— REQUIRED ACTION —
Without including any picture, write out the entries exactly as they stand.
*** RECORDS SUPPLIED Section Begins ***
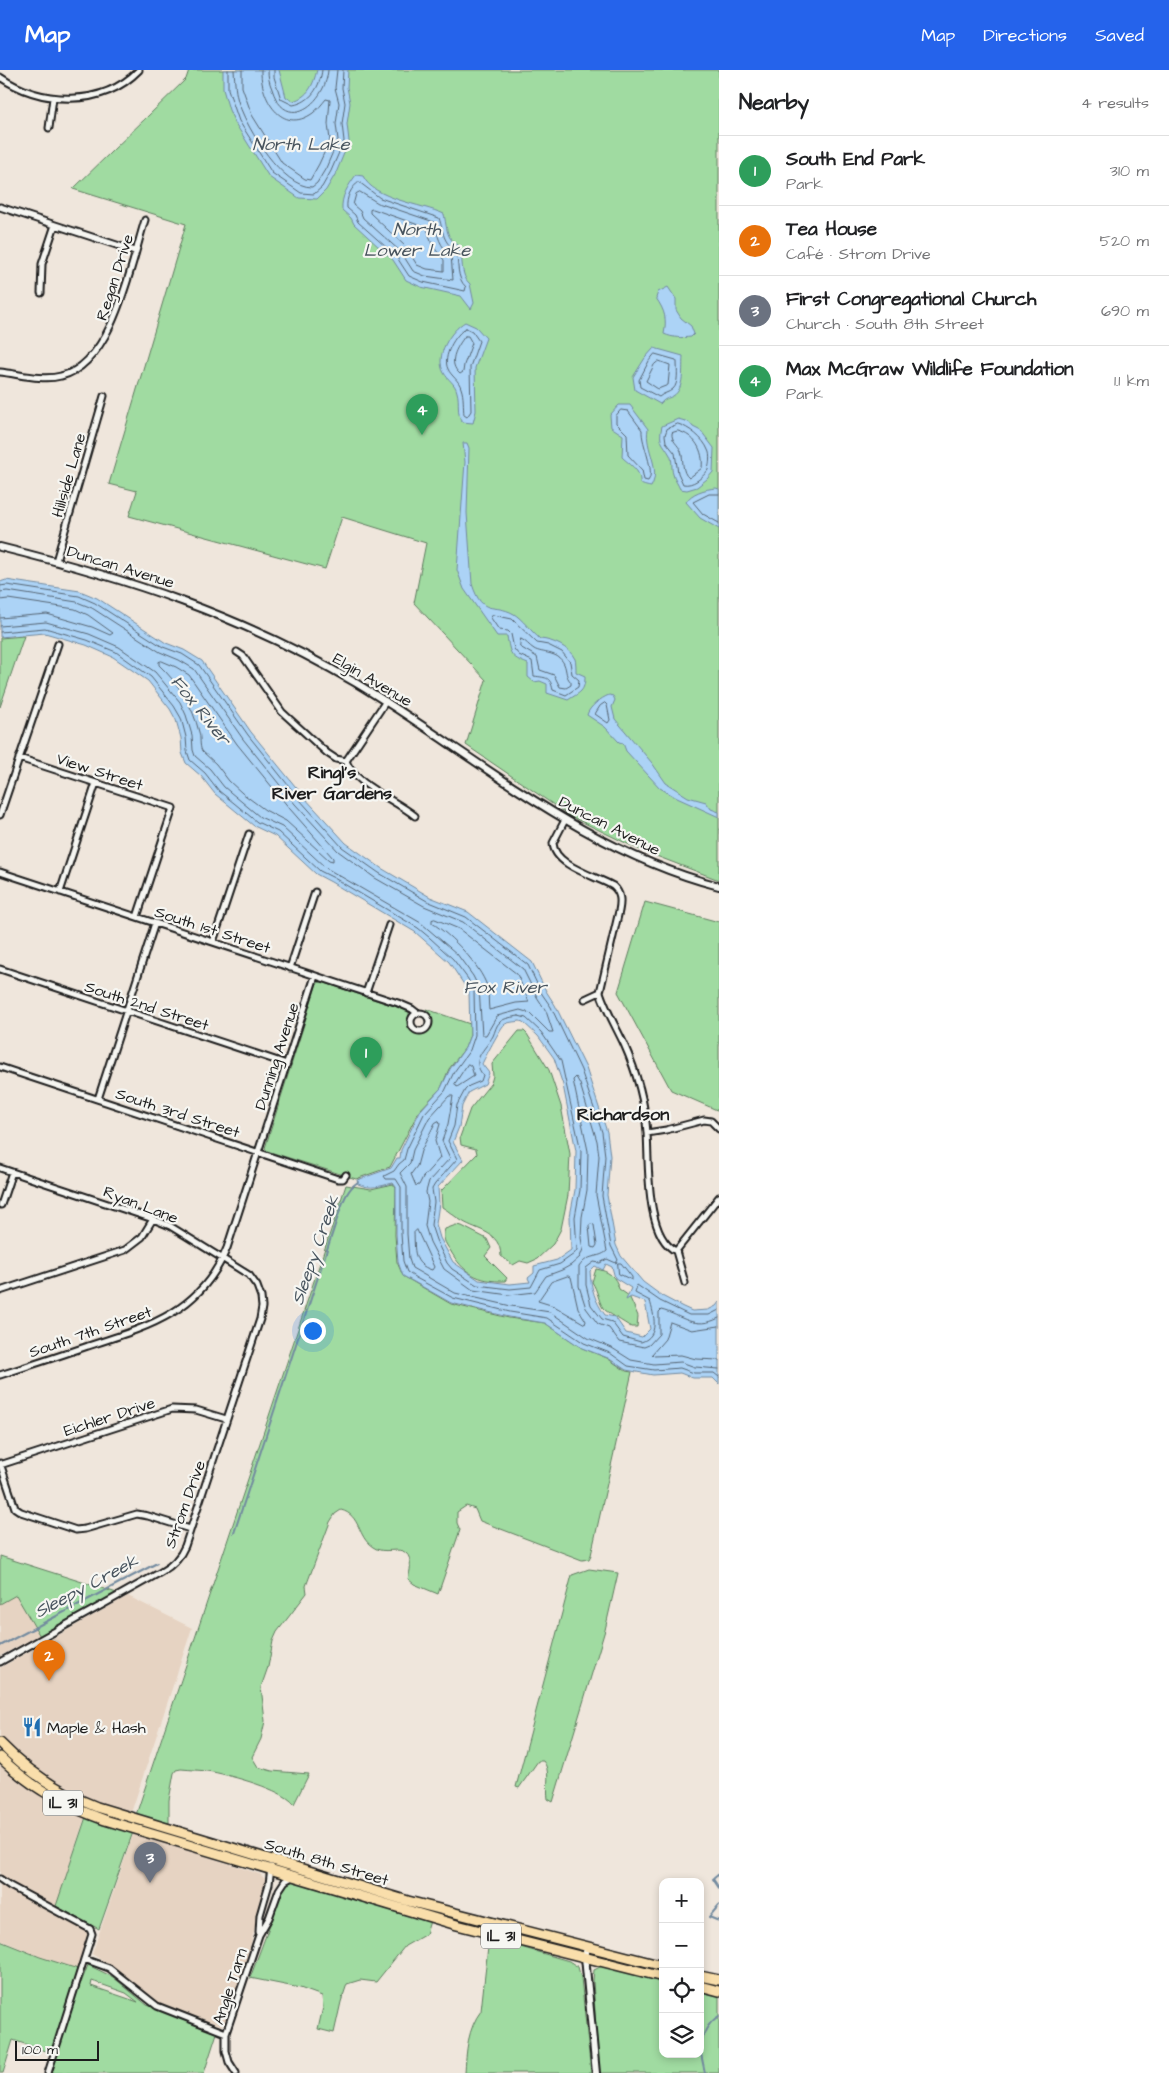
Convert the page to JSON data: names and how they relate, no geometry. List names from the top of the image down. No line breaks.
{"streets":{"main road":["IL 31","South 8th Street"],"street":["Regan Drive","Hillside Lane","Duncan Avenue","Elgin Avenue","View Street","South 1st Street","South 2nd Street","Dunning Avenue","South 3rd Street","Ryan Lane","South 7th Street","Eichler Drive","Strom Drive","Angle Tarn"]},"crossings":[["Hillside Lane","Duncan Avenue"],["Duncan Avenue","Elgin Avenue"],["View Street","South 1st Street"],["South 1st Street","Dunning Avenue"],["South 2nd Street","Dunning Avenue"],["Dunning Avenue","South 3rd Street"],["Dunning Avenue","Ryan Lane"],["Dunning Avenue","South 7th Street"],["Ryan Lane","South 7th Street"],["Ryan Lane","Strom Drive"],["Eichler Drive","Strom Drive"],["South 8th Street","Angle Tarn"]],"districts":["Ringl's River Gardens","Richardson"],"water":["North Lake","North Lower Lake","Fox River","Sleepy Creek"],"places":{"restaurant":["Maple & Hash"]},"scale_bar":"100 m","page":{"header":"Map","nav":["Map","Directions","Saved"],"heading":["Nearby","4 results"],"list":[{"mark":"1","name":"South End Park","note":"Park","value":"310 m"},{"mark":"2","name":"Tea House","note":"Café · Strom Drive","value":"520 m"},{"mark":"3","name":"First Congregational Church","note":"Church · South 8th Street","value":"690 m"},{"mark":"4","name":"Max McGraw Wildlife Foundation","note":"Park","value":"1.1 km"}],"pins":["4","1","2","3"],"map_buttons":["+","−"],"scale":"100 m"}}
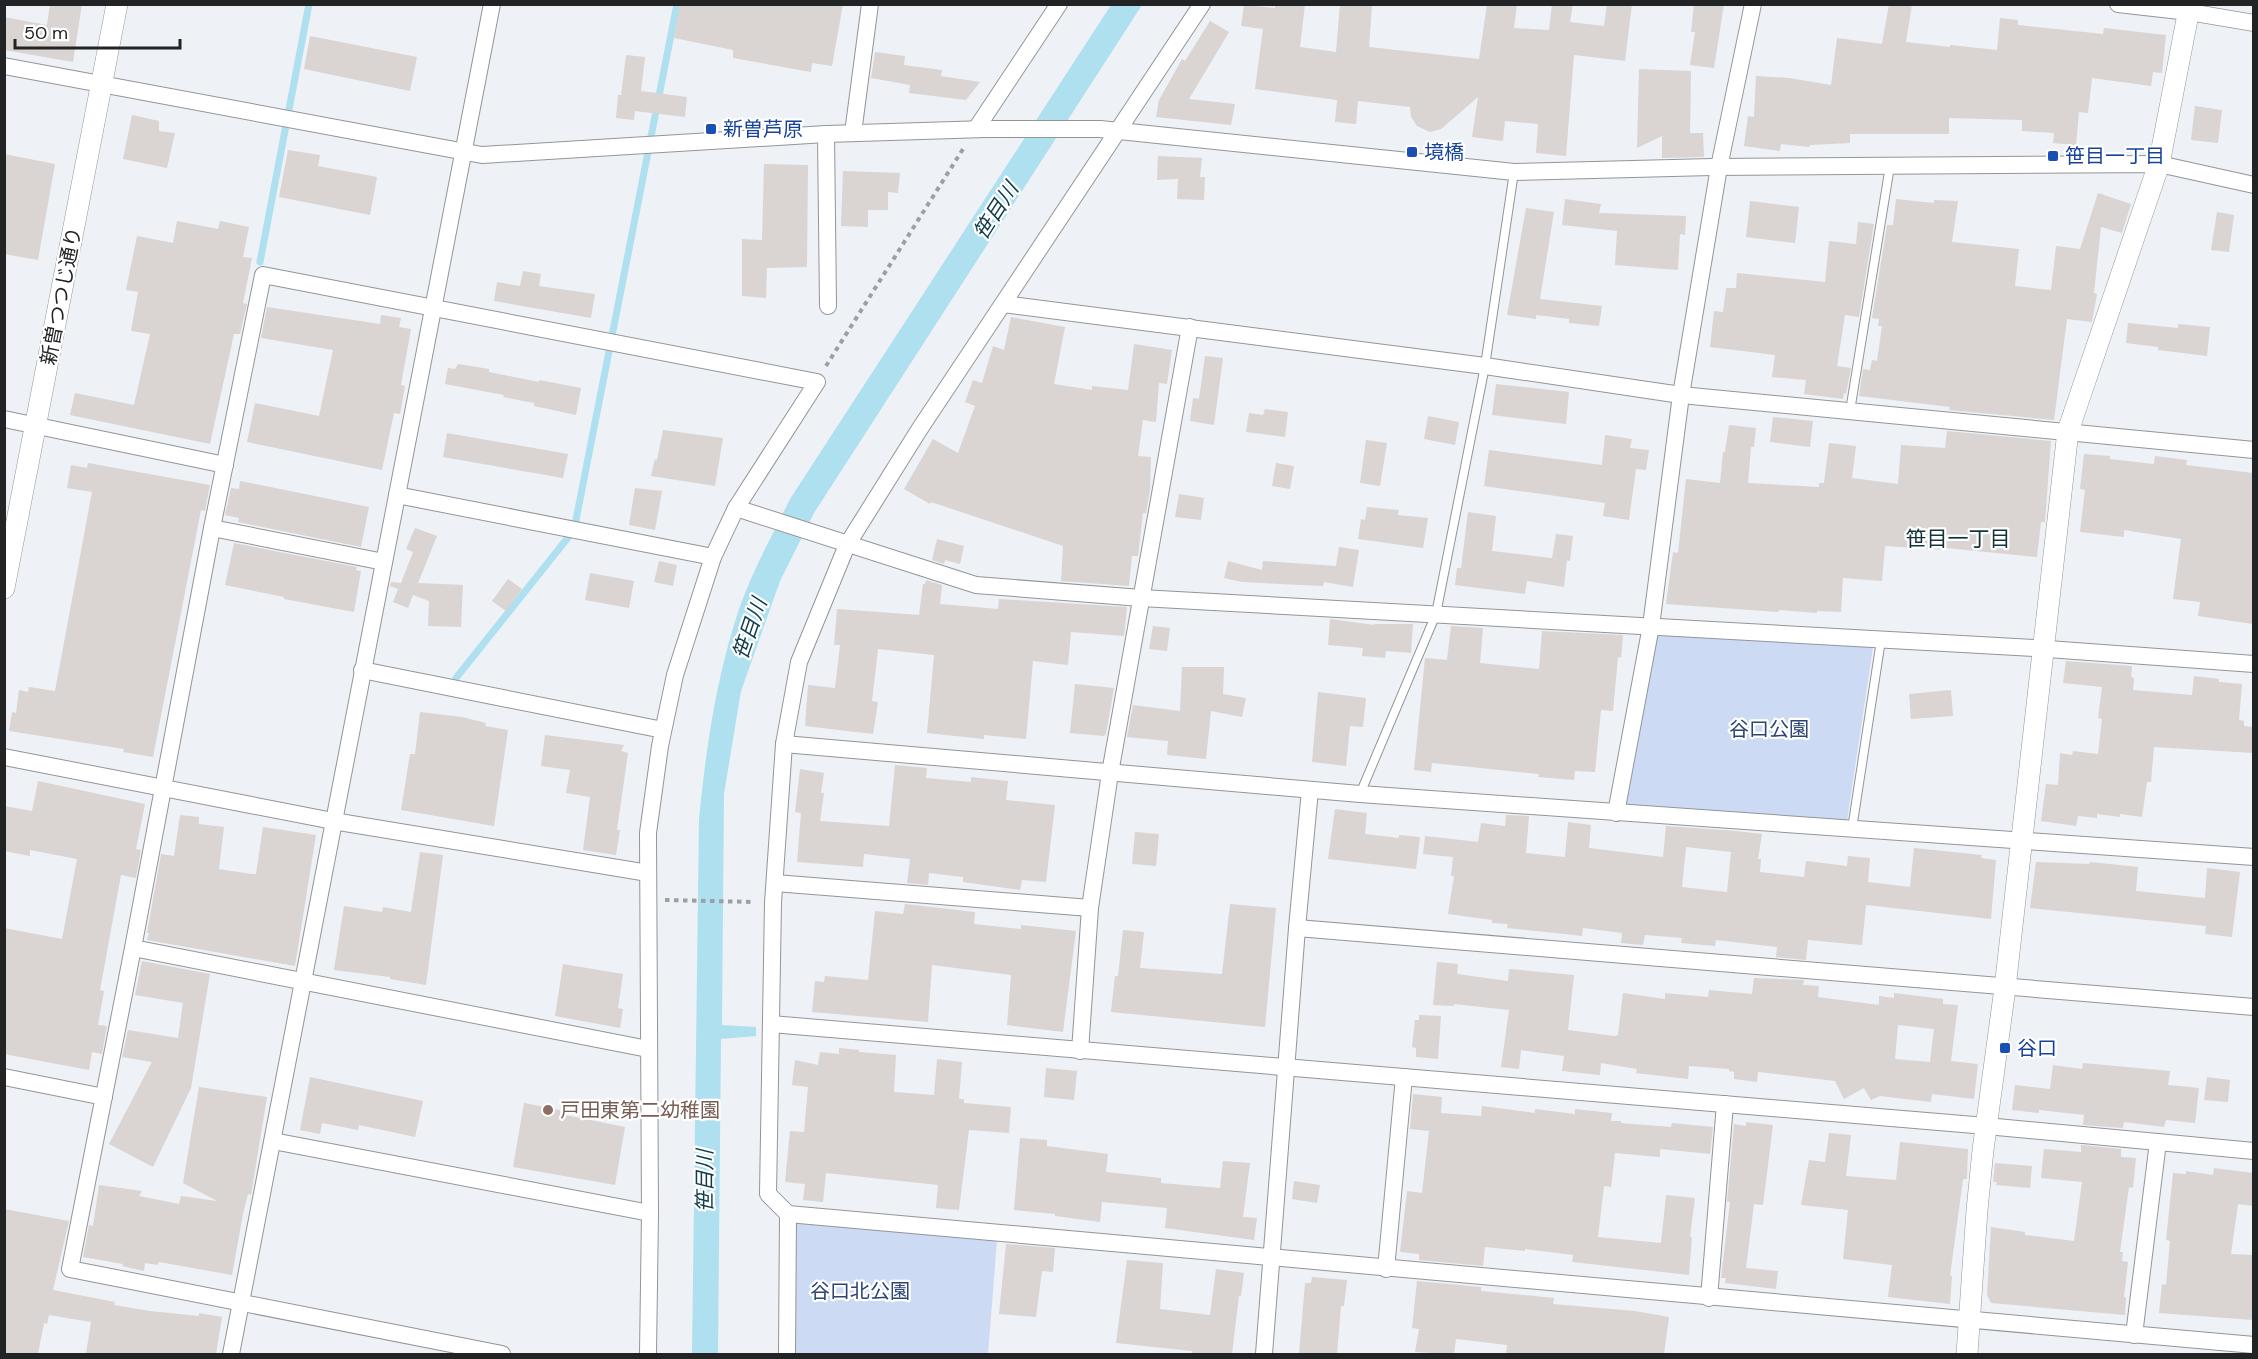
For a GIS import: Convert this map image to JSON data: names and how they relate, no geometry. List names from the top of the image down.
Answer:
{
  "streets": {
    "street": ["新曽つつじ通り"]
  },
  "districts": ["笹目一丁目"],
  "water": ["笹目川"],
  "parks": ["谷口公園", "谷口北公園"],
  "places": {
    "transit": [
      "新曽芦原",
      "境橋",
      "笹目一丁目",
      "谷口"
    ],
    "other": ["戸田東第二幼稚園"]
  },
  "scale_bar": "50 m"
}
*** RECORDS SUPPLIED Section Ends ***
— RESPONSE —
Convert the page to JSON data: names and how they relate, no geometry. List names from the top of the image down. No line breaks.
{"streets":{"main road":["IL 31","South 8th Street"],"street":["Regan Drive","Hillside Lane","Duncan Avenue","Elgin Avenue","View Street","South 1st Street","South 2nd Street","Dunning Avenue","South 3rd Street","Ryan Lane","South 7th Street","Eichler Drive","Strom Drive","Angle Tarn"]},"crossings":[["Hillside Lane","Duncan Avenue"],["Duncan Avenue","Elgin Avenue"],["View Street","South 1st Street"],["South 1st Street","Dunning Avenue"],["South 2nd Street","Dunning Avenue"],["Dunning Avenue","South 3rd Street"],["Dunning Avenue","Ryan Lane"],["Dunning Avenue","South 7th Street"],["Ryan Lane","South 7th Street"],["Ryan Lane","Strom Drive"],["Eichler Drive","Strom Drive"],["South 8th Street","Angle Tarn"]],"districts":["Ringl's River Gardens","Richardson"],"water":["North Lake","North Lower Lake","Fox River","Sleepy Creek"],"places":{"restaurant":["Maple & Hash"]},"scale_bar":"100 m","page":{"header":"Map","nav":["Map","Directions","Saved"],"heading":["Nearby","4 results"],"list":[{"mark":"1","name":"South End Park","note":"Park","value":"310 m"},{"mark":"2","name":"Tea House","note":"Café · Strom Drive","value":"520 m"},{"mark":"3","name":"First Congregational Church","note":"Church · South 8th Street","value":"690 m"},{"mark":"4","name":"Max McGraw Wildlife Foundation","note":"Park","value":"1.1 km"}],"pins":["4","1","2","3"],"map_buttons":["+","−"],"scale":"100 m"}}
For a GIS import: Convert this map image to JSON data: names and how they relate, no geometry. List names from the top of the image down.
Answer:
{
  "streets": {
    "street": ["新曽つつじ通り"]
  },
  "districts": ["笹目一丁目"],
  "water": ["笹目川"],
  "parks": ["谷口公園", "谷口北公園"],
  "places": {
    "transit": [
      "新曽芦原",
      "境橋",
      "笹目一丁目",
      "谷口"
    ],
    "other": ["戸田東第二幼稚園"]
  },
  "scale_bar": "50 m"
}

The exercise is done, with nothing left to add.